**** EXTRACTED DATA ****
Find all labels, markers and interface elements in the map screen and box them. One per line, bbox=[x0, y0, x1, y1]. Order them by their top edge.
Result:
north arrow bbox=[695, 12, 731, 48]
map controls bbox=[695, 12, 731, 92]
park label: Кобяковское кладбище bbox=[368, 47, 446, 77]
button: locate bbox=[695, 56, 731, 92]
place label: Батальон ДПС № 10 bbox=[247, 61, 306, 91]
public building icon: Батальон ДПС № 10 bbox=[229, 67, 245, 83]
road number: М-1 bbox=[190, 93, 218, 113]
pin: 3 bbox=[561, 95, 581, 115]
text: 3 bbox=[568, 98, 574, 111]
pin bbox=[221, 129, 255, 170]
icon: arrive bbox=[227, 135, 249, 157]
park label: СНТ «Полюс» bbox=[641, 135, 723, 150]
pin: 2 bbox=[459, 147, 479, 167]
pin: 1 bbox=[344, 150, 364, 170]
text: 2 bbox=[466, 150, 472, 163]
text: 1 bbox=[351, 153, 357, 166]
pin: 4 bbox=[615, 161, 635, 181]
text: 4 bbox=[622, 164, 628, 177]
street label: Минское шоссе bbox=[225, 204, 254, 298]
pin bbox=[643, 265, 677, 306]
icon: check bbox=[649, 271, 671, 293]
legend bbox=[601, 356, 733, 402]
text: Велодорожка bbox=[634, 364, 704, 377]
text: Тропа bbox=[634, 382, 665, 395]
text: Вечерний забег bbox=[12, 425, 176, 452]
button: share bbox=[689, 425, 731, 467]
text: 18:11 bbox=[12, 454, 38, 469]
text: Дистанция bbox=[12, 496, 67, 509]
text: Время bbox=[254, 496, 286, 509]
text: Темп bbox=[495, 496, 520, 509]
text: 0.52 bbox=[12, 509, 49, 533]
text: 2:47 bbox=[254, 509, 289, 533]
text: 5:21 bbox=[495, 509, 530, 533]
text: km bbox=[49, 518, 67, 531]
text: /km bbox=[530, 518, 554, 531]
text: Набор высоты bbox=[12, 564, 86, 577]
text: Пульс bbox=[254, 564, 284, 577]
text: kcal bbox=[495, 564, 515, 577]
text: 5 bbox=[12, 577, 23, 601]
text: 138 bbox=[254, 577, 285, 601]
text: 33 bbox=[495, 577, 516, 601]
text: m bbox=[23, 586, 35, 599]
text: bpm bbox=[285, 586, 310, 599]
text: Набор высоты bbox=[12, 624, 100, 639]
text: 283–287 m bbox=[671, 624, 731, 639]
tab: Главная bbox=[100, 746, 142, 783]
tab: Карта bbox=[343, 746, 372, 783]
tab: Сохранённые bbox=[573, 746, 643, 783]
****
### YOUR ASSIGNMENT
Would you transcribe all of the data, keeping each line exact?

### RESULT OF THIS TASK
Find all labels, markers and interface elements in the map screen and box them. One per line, bbox=[x0, y0, x1, y1]. Order them by their top edge.
Result:
north arrow bbox=[695, 12, 731, 48]
map controls bbox=[695, 12, 731, 92]
park label: Кобяковское кладбище bbox=[368, 47, 446, 77]
button: locate bbox=[695, 56, 731, 92]
place label: Батальон ДПС № 10 bbox=[247, 61, 306, 91]
public building icon: Батальон ДПС № 10 bbox=[229, 67, 245, 83]
road number: М-1 bbox=[190, 93, 218, 113]
pin: 3 bbox=[561, 95, 581, 115]
text: 3 bbox=[568, 98, 574, 111]
pin bbox=[221, 129, 255, 170]
icon: arrive bbox=[227, 135, 249, 157]
park label: СНТ «Полюс» bbox=[641, 135, 723, 150]
pin: 2 bbox=[459, 147, 479, 167]
pin: 1 bbox=[344, 150, 364, 170]
text: 2 bbox=[466, 150, 472, 163]
text: 1 bbox=[351, 153, 357, 166]
pin: 4 bbox=[615, 161, 635, 181]
text: 4 bbox=[622, 164, 628, 177]
street label: Минское шоссе bbox=[225, 204, 254, 298]
pin bbox=[643, 265, 677, 306]
icon: check bbox=[649, 271, 671, 293]
legend bbox=[601, 356, 733, 402]
text: Велодорожка bbox=[634, 364, 704, 377]
text: Тропа bbox=[634, 382, 665, 395]
text: Вечерний забег bbox=[12, 425, 176, 452]
button: share bbox=[689, 425, 731, 467]
text: 18:11 bbox=[12, 454, 38, 469]
text: Дистанция bbox=[12, 496, 67, 509]
text: Время bbox=[254, 496, 286, 509]
text: Темп bbox=[495, 496, 520, 509]
text: 0.52 bbox=[12, 509, 49, 533]
text: 2:47 bbox=[254, 509, 289, 533]
text: 5:21 bbox=[495, 509, 530, 533]
text: km bbox=[49, 518, 67, 531]
text: /km bbox=[530, 518, 554, 531]
text: Набор высоты bbox=[12, 564, 86, 577]
text: Пульс bbox=[254, 564, 284, 577]
text: kcal bbox=[495, 564, 515, 577]
text: 5 bbox=[12, 577, 23, 601]
text: 138 bbox=[254, 577, 285, 601]
text: 33 bbox=[495, 577, 516, 601]
text: m bbox=[23, 586, 35, 599]
text: bpm bbox=[285, 586, 310, 599]
text: Набор высоты bbox=[12, 624, 100, 639]
text: 283–287 m bbox=[671, 624, 731, 639]
tab: Главная bbox=[100, 746, 142, 783]
tab: Карта bbox=[343, 746, 372, 783]
tab: Сохранённые bbox=[573, 746, 643, 783]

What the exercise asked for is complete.